Microsoft calls this combination of AR and VR mixed reality. A person can create a model, and another can add to it or resize it while both are in their separate real-life locations. People can leave a meeting and pick up where they left off later.
"[My colleague] was literally walking around in my office [while] we were messing around with virtual objects," said Todd Knapp, CEO of Microsoft IT consulting firm Envision. "We could both manipulate [them] together, even though he was not actually in the room."
Analysts said Mesh will appeal to manufacturing and service industries. For example, companies' field workers could use the technology to consult with engineers in a remote office.
Mesh can also serve as a collaboration tool for designers working with 3D models. The virtual environment can recreate an in-person experience better than today's two-dimensional video conferencing, analysts said.
Mesh's interactive capabilities are available only on theMicrosoft AR headset HoloLens 2. The company plans to make it available on other VR headsets, PCs,smartphones and tablets in the future. Microsoft plans to integrate Mesh with Teams and Dynamics 365 as well.
"This is one of the first comprehensive commitments" from a major tech vendor, Forrester Research analyst J.P. Gownder said.
While customers can appear as only avatars, for now, Microsoft said it is working on technology that will make people appear as holograms of themselves. It did not say when or how this would be possible.

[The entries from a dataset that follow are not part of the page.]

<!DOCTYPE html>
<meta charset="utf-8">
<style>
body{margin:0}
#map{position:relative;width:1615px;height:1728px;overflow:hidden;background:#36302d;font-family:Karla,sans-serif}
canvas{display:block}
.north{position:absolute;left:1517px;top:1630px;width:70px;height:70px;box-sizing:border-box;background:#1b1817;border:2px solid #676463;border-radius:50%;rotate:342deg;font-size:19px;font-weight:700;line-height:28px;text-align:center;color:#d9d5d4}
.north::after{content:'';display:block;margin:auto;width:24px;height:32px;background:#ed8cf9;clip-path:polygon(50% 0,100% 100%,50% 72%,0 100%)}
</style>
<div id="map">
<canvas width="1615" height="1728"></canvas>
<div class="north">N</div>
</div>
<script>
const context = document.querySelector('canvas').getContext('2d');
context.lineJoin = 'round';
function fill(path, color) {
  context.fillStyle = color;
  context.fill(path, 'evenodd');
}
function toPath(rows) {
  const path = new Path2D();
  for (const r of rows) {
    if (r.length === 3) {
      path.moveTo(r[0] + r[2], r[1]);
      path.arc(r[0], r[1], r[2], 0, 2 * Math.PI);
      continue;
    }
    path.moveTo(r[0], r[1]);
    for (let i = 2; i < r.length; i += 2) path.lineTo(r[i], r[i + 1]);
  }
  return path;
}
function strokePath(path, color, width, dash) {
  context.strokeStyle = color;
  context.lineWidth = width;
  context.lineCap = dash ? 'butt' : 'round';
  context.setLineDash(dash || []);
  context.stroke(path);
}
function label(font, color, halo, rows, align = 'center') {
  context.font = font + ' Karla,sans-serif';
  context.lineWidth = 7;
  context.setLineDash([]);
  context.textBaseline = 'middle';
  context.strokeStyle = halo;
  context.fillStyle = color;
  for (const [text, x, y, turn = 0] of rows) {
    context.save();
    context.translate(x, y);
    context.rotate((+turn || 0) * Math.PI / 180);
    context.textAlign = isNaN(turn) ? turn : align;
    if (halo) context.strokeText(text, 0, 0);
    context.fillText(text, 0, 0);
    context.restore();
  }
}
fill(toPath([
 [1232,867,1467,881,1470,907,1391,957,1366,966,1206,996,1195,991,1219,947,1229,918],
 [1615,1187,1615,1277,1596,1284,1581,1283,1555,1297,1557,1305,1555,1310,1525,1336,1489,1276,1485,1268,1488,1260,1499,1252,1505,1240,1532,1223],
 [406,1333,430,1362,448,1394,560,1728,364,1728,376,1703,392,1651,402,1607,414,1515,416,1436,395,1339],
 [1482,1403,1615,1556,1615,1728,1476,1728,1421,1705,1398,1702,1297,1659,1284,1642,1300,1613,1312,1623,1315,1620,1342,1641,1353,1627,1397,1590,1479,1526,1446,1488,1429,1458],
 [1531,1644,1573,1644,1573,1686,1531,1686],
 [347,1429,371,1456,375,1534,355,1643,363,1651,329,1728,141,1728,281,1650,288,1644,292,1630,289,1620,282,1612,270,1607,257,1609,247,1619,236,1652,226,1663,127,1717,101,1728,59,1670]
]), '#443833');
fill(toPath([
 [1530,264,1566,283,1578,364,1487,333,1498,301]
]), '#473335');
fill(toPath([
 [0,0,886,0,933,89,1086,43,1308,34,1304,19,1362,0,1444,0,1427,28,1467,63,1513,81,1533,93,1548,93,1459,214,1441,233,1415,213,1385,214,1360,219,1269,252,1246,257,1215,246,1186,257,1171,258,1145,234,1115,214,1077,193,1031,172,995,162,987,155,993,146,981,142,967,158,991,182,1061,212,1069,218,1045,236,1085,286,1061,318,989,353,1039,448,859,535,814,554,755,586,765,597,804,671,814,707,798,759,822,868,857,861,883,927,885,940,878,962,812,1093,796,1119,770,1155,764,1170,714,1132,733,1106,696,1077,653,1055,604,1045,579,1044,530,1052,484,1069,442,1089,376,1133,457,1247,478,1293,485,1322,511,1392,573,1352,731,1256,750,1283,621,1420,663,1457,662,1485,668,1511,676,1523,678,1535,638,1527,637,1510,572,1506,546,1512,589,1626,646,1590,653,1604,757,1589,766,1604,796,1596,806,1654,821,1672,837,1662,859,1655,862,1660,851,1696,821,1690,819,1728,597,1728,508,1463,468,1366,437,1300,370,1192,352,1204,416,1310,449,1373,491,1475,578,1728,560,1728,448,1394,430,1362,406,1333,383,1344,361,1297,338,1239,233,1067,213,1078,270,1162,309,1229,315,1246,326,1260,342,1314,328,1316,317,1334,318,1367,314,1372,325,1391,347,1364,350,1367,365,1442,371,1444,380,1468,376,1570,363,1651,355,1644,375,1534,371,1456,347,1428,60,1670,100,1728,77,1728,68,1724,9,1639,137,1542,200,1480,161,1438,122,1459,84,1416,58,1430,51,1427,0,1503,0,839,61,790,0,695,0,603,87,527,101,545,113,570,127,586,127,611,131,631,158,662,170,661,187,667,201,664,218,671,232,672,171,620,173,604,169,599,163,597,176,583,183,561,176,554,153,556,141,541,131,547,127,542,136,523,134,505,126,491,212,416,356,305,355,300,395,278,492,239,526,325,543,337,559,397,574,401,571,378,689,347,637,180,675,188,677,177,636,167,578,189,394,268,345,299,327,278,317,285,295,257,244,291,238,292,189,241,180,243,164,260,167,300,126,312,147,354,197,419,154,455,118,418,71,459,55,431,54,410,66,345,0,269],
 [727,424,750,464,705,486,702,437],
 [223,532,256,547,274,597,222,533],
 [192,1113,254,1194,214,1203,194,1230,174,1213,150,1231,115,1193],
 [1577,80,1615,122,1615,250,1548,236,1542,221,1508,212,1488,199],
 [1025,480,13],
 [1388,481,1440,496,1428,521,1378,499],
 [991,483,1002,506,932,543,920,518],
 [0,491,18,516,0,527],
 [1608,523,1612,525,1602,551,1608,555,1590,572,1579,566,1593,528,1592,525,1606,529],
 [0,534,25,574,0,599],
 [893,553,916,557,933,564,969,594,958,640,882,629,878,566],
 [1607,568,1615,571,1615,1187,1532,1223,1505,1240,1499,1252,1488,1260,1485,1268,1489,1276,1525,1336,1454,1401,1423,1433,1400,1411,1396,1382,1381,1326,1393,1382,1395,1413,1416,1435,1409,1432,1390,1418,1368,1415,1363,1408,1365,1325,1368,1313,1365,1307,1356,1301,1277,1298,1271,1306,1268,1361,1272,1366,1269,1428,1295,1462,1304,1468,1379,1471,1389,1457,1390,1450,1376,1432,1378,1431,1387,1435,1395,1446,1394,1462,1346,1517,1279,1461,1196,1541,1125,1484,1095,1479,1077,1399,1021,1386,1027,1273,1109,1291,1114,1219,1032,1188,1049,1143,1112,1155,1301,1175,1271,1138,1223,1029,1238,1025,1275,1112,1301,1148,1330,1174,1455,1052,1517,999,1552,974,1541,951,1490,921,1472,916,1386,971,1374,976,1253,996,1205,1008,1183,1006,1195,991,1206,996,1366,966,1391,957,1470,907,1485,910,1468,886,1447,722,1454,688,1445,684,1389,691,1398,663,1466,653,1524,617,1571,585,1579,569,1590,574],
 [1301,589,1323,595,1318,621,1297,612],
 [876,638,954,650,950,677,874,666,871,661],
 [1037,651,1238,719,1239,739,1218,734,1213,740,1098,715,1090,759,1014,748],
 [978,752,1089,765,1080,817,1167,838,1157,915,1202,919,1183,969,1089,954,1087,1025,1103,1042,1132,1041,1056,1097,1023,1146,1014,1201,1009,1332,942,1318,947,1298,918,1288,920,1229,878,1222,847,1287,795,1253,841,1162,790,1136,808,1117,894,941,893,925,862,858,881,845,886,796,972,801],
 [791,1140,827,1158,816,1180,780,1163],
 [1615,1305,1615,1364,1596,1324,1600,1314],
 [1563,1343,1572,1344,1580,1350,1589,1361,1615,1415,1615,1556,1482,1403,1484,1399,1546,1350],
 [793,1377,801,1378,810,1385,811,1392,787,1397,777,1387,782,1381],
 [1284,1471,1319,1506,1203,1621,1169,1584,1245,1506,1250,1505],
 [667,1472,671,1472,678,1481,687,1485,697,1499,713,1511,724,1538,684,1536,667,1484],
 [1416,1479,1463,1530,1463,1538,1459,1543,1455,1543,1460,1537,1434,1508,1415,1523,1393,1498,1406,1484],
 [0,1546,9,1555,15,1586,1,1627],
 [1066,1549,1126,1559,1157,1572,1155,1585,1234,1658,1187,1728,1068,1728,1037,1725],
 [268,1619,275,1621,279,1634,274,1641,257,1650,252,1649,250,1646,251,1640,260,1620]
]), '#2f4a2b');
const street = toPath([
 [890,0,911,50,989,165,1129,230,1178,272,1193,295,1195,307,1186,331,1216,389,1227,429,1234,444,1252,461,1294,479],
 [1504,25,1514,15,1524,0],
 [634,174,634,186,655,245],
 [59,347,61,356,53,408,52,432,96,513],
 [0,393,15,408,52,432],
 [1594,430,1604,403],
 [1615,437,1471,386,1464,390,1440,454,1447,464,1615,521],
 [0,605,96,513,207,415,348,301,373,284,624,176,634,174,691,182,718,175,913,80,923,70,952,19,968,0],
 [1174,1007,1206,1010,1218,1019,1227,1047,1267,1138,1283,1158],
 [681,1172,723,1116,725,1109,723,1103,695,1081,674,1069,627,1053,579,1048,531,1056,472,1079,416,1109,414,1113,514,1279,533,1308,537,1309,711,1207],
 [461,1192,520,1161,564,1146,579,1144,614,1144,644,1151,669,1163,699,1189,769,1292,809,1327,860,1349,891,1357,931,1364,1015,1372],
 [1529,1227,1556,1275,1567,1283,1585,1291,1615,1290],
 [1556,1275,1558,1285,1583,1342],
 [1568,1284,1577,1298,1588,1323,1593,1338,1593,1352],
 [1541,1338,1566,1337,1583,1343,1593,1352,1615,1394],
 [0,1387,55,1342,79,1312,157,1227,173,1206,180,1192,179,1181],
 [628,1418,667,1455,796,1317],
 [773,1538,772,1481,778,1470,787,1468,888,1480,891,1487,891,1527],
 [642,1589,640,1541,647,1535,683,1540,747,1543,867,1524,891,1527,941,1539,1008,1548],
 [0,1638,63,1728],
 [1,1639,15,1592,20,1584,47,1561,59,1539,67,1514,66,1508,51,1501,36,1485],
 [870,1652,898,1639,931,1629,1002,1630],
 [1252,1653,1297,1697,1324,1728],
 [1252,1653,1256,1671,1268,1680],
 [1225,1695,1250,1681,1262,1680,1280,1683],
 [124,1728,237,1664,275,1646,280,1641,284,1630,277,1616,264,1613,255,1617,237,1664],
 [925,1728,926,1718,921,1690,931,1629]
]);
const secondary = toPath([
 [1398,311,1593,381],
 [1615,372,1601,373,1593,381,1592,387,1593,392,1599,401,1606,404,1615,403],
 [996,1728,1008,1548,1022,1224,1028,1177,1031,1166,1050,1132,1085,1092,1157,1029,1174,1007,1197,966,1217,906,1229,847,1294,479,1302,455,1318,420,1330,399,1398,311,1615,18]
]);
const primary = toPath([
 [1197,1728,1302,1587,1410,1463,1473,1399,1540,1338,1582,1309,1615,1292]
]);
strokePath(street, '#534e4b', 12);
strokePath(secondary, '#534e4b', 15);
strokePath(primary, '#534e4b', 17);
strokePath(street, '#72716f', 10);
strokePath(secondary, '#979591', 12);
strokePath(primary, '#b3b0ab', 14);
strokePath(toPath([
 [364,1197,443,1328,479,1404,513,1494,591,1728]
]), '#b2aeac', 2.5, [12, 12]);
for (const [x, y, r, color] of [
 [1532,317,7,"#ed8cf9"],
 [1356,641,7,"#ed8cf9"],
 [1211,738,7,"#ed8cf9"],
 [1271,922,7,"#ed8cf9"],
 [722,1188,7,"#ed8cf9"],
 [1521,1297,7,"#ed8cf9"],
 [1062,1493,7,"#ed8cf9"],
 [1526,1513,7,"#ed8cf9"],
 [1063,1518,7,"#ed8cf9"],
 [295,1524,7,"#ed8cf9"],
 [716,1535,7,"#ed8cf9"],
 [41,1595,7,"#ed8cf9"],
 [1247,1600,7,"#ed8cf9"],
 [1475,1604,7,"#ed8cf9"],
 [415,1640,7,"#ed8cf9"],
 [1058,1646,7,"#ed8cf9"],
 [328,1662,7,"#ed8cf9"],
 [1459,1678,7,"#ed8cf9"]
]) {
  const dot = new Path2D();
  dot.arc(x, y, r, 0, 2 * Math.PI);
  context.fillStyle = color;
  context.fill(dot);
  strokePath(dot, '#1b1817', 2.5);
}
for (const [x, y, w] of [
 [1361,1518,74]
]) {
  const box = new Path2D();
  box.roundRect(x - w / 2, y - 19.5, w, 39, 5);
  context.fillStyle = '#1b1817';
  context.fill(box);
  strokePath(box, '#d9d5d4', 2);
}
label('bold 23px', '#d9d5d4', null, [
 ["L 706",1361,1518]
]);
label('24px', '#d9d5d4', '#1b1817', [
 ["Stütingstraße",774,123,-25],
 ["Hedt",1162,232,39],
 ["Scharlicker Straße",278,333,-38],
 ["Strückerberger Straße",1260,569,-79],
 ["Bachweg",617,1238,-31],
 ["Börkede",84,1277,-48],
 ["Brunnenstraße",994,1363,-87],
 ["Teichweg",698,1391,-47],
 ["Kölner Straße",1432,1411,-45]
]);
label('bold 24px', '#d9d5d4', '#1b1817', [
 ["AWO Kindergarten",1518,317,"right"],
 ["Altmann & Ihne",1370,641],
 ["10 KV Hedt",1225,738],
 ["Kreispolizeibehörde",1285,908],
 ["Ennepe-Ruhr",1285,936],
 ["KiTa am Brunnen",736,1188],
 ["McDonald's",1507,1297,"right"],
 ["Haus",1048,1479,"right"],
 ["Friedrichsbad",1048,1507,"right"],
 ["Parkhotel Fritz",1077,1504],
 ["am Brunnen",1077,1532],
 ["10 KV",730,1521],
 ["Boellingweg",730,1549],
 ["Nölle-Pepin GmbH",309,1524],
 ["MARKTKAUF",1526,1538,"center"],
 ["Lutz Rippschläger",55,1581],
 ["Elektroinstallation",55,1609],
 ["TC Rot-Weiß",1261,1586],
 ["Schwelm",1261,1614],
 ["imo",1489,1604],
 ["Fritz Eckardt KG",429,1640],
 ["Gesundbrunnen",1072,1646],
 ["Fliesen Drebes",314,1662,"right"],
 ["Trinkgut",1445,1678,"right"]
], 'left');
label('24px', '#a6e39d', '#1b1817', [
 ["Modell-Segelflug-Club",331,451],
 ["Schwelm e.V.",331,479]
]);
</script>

Mesh is not the first VR platform. Facebook has the Horizon product that people can use to meet or play games with friends from the social network. Facebook debuted Horizon last year.
Analysts said the cost of using Mesh could be prohibitive for some companies. While the app is free for now, mixed-reality headsets are not cheap. Microsoft's HoloLens 2 costs $3,500.
Nevertheless, Tom Brannen, an analyst at consulting firm OnConvergence, said the mixed-reality world that Mesh taps into is "potentially very transformational." It could one day become as essential as video conferencing is today.
"My feeling is, in 10 years, we won't have smartphones anymore because it will all just be in your [mixed-reality] glasses," Brannen said.